Pepper's character has been nothing but a flunky since he failed a significant business-related mission at the age of 13. He begs his father (Dennis Hopper, who chomps idly through his small role in the movie as if it were a pastrami sandwich) for a significant gig in the family business. Eventually, because Hopper has fallen on hard times, he agrees to let Green, an amateur pilot, fly across the country to pick up a half-million-dollar loan and transport it back to New York; Pepper will supervise the deal.
Naturally enough, things go terribly wrong, and they just happen to go wrong in the little cow town of Wibaux, Mont. That's the setup that brings these four city boys into a fresh, foreign environment, supposedly providing them with unexpected challenges, new chances to prove themselves and jukeboxes with tunes they've never heard before. In a gun store, they're waited on by a guy wearing an "Elk-a-holic" truckers' cap; they have to ask a local who Brooks and Dunn are. They're city boys in a cowboy burg, and the movie presses the point every chance it gets.
Worse yet, the characters are locked in a movie that never knows what tone it wants to strike. Koppelman and Levien take great pains to make the picture funny at times, and you can feel every grunt and groan of their creative process. But they also try to suffuse it with darkness, and they aren't skillful enough to navigate those kinds of tone shifts. When one character dies, brutally, he's lucky to get a few bars of Bob Dylan's "Not Dark Yet" on the soundtrack. Before you know it, the movie is off and running in another direction before we've even had a few minutes to allow the incident to settle.
There are lots of cat-and-mouse shenanigans with a local sheriff (Tom Noonan) who's after the money, and a few mildly funny scenes with a couple of stoners who momentarily get ahold of the dough (they blow it on 7-Eleven snacks and motorized luges). Most significantly, though, "Knockaround Guys" asks us to suffer through yet another John Malkovich performance in which he enunciates every word as if it were its own country. (Listen for the particularly memorable line "I got shoes older than you, kid, and tougher, too.")

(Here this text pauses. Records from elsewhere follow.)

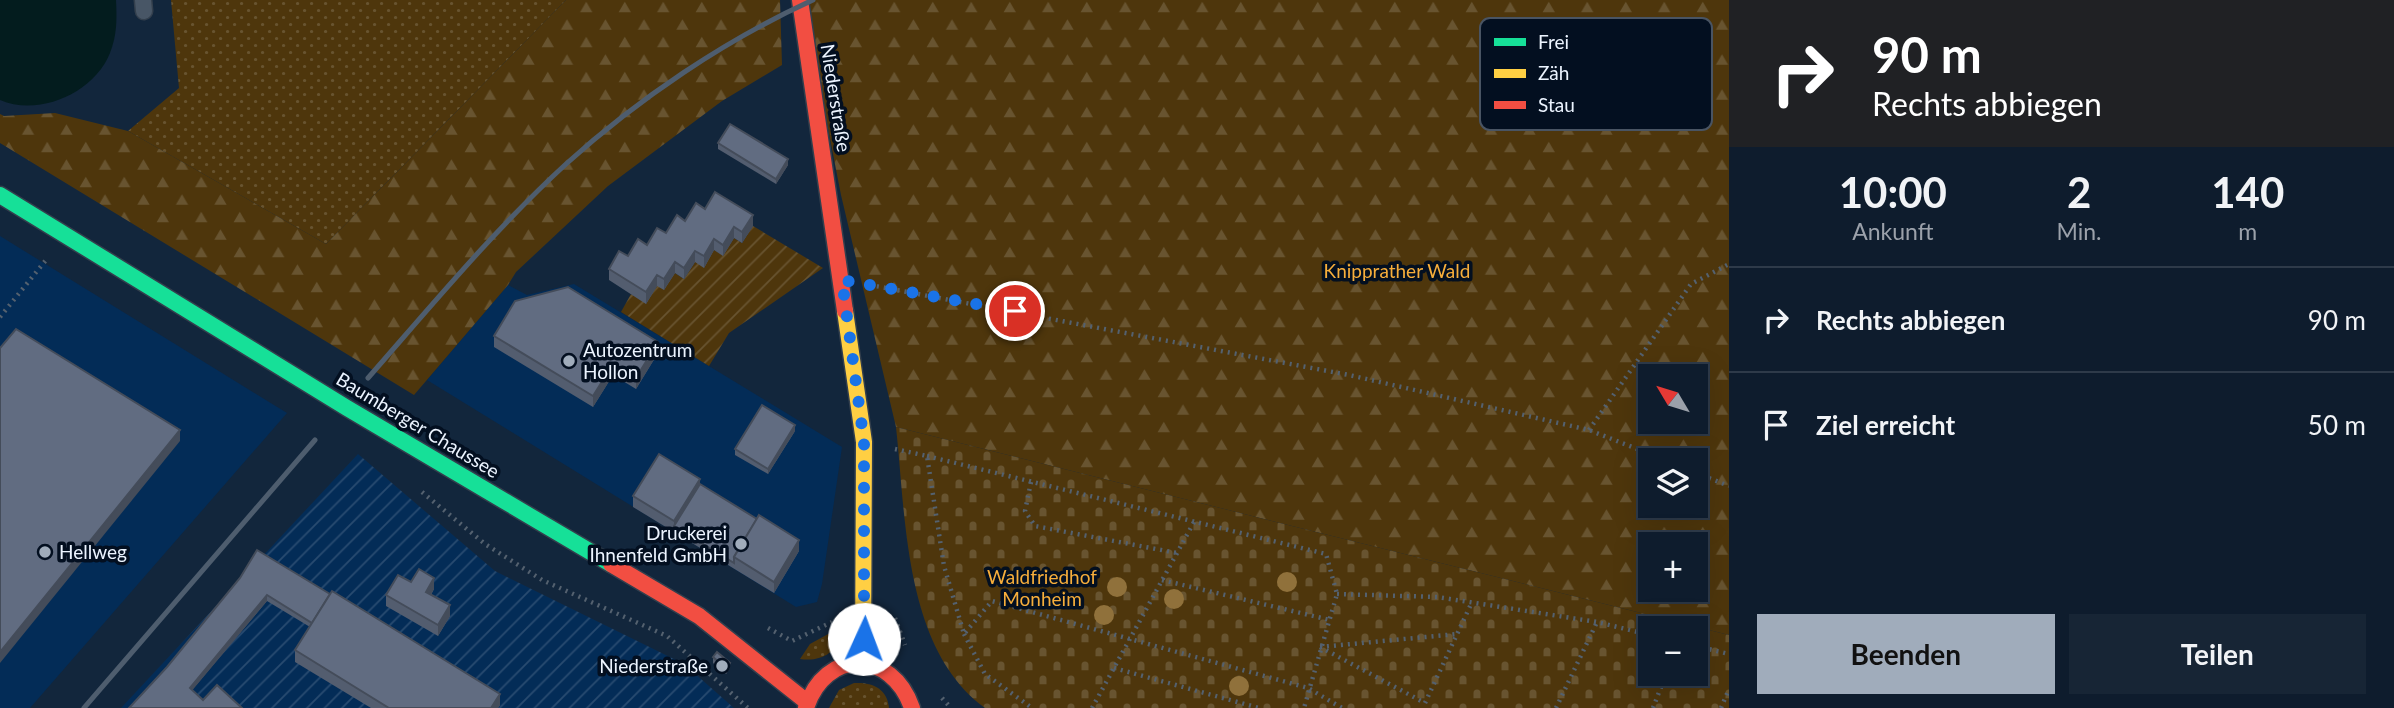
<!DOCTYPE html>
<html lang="de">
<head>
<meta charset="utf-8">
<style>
  :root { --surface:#0e1c2d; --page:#172535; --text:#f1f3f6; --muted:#9ba1aa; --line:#2e3a49; --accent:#a0acbb }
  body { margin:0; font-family:Lato,sans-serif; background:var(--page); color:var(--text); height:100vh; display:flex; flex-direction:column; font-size:26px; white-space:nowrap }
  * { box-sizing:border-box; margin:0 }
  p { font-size:23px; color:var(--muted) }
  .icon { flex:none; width:38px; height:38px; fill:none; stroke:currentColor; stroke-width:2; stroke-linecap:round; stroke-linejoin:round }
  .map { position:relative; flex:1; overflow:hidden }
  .details { display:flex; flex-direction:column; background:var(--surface); width:665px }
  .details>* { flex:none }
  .guide { background:#202124; color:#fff; overflow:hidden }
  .needle { width:46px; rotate:308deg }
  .buttons { position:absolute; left:1638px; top:364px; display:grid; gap:14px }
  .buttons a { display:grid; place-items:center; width:70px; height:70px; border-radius:0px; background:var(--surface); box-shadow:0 7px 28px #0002,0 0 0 2px var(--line); font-size:35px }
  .pin { position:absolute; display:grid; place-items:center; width:60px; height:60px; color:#fff; margin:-30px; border:4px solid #fff; border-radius:50%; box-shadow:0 2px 7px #0007 }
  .me { position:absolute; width:77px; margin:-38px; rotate:2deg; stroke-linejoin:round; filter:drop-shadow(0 0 5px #0008) }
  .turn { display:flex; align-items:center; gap:24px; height:147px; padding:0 28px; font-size:32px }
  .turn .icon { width:91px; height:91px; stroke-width:2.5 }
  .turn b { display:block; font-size:49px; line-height:60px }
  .eta { display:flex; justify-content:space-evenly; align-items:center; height:119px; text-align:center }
  .eta b { font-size:42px; font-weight:700; line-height:49px }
  .cta { display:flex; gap:14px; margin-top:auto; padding:14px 28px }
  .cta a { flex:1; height:80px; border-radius:0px; background:var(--accent); color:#111; font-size:28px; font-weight:700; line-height:80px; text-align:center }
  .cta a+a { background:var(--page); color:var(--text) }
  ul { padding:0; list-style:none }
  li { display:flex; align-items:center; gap:21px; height:105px; padding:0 28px; border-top:2px solid var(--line) }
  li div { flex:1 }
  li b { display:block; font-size:26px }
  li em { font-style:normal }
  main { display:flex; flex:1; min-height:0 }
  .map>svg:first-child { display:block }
</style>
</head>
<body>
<main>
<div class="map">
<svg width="1729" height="708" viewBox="0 0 1729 708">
  <defs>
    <pattern id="industrial-furrows" width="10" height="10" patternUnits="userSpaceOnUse" patternTransform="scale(1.75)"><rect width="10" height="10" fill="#032c57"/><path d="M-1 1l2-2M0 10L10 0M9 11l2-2" fill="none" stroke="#284b70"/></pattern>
    <pattern id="grass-dots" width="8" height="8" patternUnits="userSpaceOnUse" patternTransform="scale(1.75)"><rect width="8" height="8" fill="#4e360c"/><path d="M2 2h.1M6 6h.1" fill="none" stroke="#685430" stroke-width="1.8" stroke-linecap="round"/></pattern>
    <pattern id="forest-firs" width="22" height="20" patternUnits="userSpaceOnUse" patternTransform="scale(1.75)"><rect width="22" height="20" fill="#4e360c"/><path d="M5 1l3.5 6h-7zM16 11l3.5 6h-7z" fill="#685430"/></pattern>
    <pattern id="cemetery-stones" width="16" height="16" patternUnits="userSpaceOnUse" patternTransform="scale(1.75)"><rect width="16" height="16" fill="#4e360c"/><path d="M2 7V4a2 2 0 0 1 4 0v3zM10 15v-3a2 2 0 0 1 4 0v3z" fill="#685430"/></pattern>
    <pattern id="garden-furrows" width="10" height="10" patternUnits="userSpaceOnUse" patternTransform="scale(1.75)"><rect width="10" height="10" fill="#4e360c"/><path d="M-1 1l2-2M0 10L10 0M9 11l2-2" fill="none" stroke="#685430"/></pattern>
  </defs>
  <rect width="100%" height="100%" fill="#12263c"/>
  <!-- built -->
  <g fill="#032c57">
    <polygon points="0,236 287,413 30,708 0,708"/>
    <polygon points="574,284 842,447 822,584 817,602 796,607 427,380 508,285 527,295"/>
  </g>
  <!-- industrial -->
  <polygon fill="url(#industrial-furrows)" points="358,454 495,571 684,664 734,708 121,708"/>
  <!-- grass -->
  <g fill="url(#grass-dots)">
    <polygon points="171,0 566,0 326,244 128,131 179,88"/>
    <path d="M830 633H843C836 653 821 662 800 659L810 644Z"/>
    <path d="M854 683C872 682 887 688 889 708H829L839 690Z"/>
  </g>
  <!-- forest -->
  <g fill="url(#forest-firs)" fill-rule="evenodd">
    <polygon points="566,0 780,0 782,65 722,101 608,186 516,272 508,285 414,395 0,143 0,114 4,116 55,113 128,131 326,244"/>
    <path d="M803 0H1729V635L896 427 841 195ZM1650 376H1696V422H1650ZM1650 460H1696V506H1650ZM1650 544H1696V590H1650Z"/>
  </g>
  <!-- cemetery -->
  <path fill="url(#cemetery-stones)" fill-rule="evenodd" d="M896 427 1729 635V708H985C904 649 906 518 896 427ZM1650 628H1696V674H1650Z"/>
  <!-- garden -->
  <polygon fill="url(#garden-furrows)" points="753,226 823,268 729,333 709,366 621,312 631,294 646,303 657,286 675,273 684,279 695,262 714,250 723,255 734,238 742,243"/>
  <!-- water -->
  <path fill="#031c1e" d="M0 0H116C117 19 117 35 110 53 94 93 39 117 0 100Z"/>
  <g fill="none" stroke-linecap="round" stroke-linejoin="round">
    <!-- lane casing -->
    <g stroke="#333f4d" stroke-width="19">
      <polyline id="lane" points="143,0 144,11"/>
    </g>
    <!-- fast casing -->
    <g stroke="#333f4d" stroke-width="19">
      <polyline id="fast" points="0,195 347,408 611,564"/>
    </g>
    <!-- slow casing -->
    <g stroke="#333f4d" stroke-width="19">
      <polyline id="slow" points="845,311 864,442 863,662"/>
    </g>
    <!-- jam casing -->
    <g stroke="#333f4d" stroke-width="19">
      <g id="jam">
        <polyline points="800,0 845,311"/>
        <polyline points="611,564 699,616 807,702"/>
        <path d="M806 708C825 648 892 649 912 708"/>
      </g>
    </g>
    <!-- path -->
    <g stroke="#54616f" stroke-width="4.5" stroke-dasharray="2 5" stroke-linecap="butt">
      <polyline points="870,285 1349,375 1589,430 1665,460"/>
      <polyline points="0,317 46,260"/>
      <polyline points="1589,430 1691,284 1729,264"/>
      <polyline points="895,449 927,456 944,566 964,634 992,601 1308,688 1342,708"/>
      <polyline points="927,456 1326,554 1337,594 1304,708"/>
      <polyline points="1696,473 1729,486"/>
      <polyline points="1031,482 1025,511 1035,526 1177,553"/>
      <polyline points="422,492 485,544 542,580 667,636 748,708"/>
      <polyline points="1162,580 1330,620"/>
      <polyline points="1337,594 1437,597 1597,622 1650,635"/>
      <polyline points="895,618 905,645"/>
      <polyline points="768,628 792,641 832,622"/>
      <polyline points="964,634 985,674 1032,708"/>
      <polyline points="1696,646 1729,654"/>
      <polyline points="1320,647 1425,703 1472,602"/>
      <polyline points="1320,647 1457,634"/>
      <polyline points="1114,668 1259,708"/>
      <polyline points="942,698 951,708"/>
      <polyline points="1092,708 1194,522"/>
      <polyline points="1556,708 1597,622"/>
      <polyline points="1653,708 1666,674"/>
      <polyline points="1721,708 1729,689"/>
    </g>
    <!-- lane -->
    <use href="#lane" stroke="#485666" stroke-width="16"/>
    <!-- fast -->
    <use href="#fast" stroke="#16e098" stroke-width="16"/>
    <!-- slow -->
    <use href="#slow" stroke="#ffcf43" stroke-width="16"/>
    <!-- jam -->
    <use href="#jam" stroke="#f24e42" stroke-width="16"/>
    <!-- rail -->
    <g stroke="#4e5d6e" stroke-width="5">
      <path d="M368 378C432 305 495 229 566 164 638 99 725 40 813 0"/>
      <polyline points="84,708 315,440"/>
    </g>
  </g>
  <!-- trees -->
  <g fill="#90713b">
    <circle cx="1287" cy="582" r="10"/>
    <circle cx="1117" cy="587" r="10"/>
    <circle cx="1174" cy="599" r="10"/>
    <circle cx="1104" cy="615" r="10"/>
    <circle cx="1239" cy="686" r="10"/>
  </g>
  <!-- wall -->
  <g fill="#535d6f">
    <polygon points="718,143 788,165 776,184 718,149"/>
    <polygon points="705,209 753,226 742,243 734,238 723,256 714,250 704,268 695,262 684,279 675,273 664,290 657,286 646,304 609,280 609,269"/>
    <polygon points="494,336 658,353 636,389 613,375 593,407 494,347"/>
    <polygon points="795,431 768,474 735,455 735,449"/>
    <polygon points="700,484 799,551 774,593 633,507 633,496"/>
    <polygon points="240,578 500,705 498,708 371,708 295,662 295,650 310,627 267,601 192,690 203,700 242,708 129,708 167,667"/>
    <polygon points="411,582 434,589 431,595 450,616 438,636 386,606 386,595"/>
    <polygon points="713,657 730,668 726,674 713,663"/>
  </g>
  <!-- shaded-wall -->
  <g fill="#444c5a">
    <polygon points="788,159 788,165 776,184 776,179"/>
    <polygon points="753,215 753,226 742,243 742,232"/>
    <polygon points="734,227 734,238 723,256 723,245"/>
    <polygon points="714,239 714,250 704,268 704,256"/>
    <polygon points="695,251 695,262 684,279 684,268"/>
    <polygon points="675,262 675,273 664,290 664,279"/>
    <polygon points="657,275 657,286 646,304 646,292"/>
    <polygon points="658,342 658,353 636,389 636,378"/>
    <polygon points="613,364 613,375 593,407 593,396"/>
    <polygon points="795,425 795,431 768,474 768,469"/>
    <polygon points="180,430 180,441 0,663 0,652"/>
    <polygon points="700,479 700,490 674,526 674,521"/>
    <polygon points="799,540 799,551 774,593 774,582"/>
    <polygon points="434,578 434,589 426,603 426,592"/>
    <polygon points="267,595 267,601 190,693 190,688"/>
    <polygon points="450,605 450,616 438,636 438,625"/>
    <polygon points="730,663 730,668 726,674 726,668"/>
    <polygon points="500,694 500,705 498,708 491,708"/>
  </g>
  <!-- building -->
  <g fill="#616c81" stroke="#444c5a" stroke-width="2">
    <polygon points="730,124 788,159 776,179 718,143"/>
    <polygon points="715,192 753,215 742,232 734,227 723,245 714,239 704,256 695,251 684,268 675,262 664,279 657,275 646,292 609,269 619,251 628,256 638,239 647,245 657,228 666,233 677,215 685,221 696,203 705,209"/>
    <polygon points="568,287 658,342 636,378 613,364 593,396 494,336 515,301"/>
    <polygon points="16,329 180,430 0,652 0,348"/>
    <polygon points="762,405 795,425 768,469 735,449"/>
    <polygon points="659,454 700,479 674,521 633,496"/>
    <polygon points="700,484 757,519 734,557 734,563 674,526"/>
    <polygon points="759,515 799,540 774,582 734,557"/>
    <polygon points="257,550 330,594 312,623 267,595 190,688 203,700 217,685 242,708 129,708 167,667 240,578"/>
    <polygon points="419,569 434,578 426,592 450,605 438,625 386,595 398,575 411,582"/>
    <polygon points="332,591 500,694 491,708 389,708 295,650"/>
    <polygon points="717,652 730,663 726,668 713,657"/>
  </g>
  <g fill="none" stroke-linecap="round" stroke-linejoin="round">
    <!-- route -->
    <polyline stroke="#1a73e8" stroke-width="12" stroke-dasharray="0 21.6" points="864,639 864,442 842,280 1015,311"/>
  </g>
  <!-- markers -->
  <g fill="#a0acbb" stroke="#030f20" stroke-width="2.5">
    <circle cx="569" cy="361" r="7"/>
    <circle cx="741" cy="544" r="7"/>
    <circle cx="45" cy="552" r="7"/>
    <circle cx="722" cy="666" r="7"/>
  </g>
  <g text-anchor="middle" stroke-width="7" stroke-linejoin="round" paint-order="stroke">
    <!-- street labels -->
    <g font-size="19" fill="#ecf4ff" stroke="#030f20">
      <text transform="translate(836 98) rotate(81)" y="7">Niederstraße</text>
      <text transform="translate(418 425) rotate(31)" y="7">Baumberger Chaussee</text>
    </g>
    <!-- park labels -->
    <g font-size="19" fill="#f7ae3b" stroke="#030f20">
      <text x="1397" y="278">Knipprather Wald</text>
      <text x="1042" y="584">Waldfriedhof<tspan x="1042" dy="22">Monheim</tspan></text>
    </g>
    <!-- poi labels -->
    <g font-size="19" fill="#ecf4ff" stroke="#030f20" text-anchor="start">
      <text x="583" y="357">Autozentrum<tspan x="583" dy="22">Hollon</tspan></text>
      <text x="727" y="540" text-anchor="end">Druckerei<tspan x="727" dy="22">Ihnenfeld GmbH</tspan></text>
      <text x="59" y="559">Hellweg</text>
      <text x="708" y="673" text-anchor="end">Niederstraße</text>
    </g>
  </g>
  <!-- legend -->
  <rect x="1480" y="18" width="232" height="112" rx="10" fill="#030f20" stroke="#495463" stroke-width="2"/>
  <rect x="1494" y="38" width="32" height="8" fill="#16e098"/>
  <rect x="1494" y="69" width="32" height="9" fill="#ffcf43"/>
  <rect x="1494" y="101" width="32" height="8" fill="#f24e42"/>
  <g font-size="19" fill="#ecf4ff">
    <text x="1538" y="49">Frei</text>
    <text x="1538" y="80">Zäh</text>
    <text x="1538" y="112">Stau</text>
  </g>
</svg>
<div class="buttons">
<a><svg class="needle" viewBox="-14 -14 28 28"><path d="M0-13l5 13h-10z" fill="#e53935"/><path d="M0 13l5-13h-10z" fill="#9ba1aa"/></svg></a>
<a><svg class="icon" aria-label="layers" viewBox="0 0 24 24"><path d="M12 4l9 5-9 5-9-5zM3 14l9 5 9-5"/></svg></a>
<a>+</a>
<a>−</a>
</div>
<div class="pin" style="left:1015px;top:311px;background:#d93025"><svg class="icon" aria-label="arrive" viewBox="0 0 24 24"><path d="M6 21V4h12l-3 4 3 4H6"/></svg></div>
<svg class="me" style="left:864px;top:639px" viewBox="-20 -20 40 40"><circle r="19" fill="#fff"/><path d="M0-13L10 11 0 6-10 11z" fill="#1a73e8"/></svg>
</div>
<section class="details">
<div class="guide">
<div class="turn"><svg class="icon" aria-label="right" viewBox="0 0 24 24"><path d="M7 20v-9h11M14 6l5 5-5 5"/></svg><div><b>90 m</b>Rechts abbiegen</div></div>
</div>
<div class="eta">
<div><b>10:00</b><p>Ankunft</p></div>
<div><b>2</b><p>Min.</p></div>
<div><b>140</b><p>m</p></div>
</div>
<ul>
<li><svg class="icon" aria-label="right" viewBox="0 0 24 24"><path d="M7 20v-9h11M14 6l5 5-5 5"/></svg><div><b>Rechts abbiegen</b></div><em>90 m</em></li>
<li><svg class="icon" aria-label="arrive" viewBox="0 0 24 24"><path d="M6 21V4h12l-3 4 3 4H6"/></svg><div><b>Ziel erreicht</b></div><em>50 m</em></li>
</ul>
<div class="cta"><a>Beenden</a><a>Teilen</a></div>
</section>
</main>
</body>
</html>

When Pepper, Davoli, Diesel and Green appear in scenes together, Koppelman and Levien don't know how to orchestrate the dialogue: You could drive a van full of stolen VCRs through the dead air between their lines. All of the young actors strut valiantly here, but they all miss the mark. Diesel is particularly disappointing: He can be a charming and appealing actor, but he needs to have his sense of humor and his lightness of touch engaged. Otherwise, he's just so much Beef-a-Roni. And that's the last thing this already limp and spongy movie needs.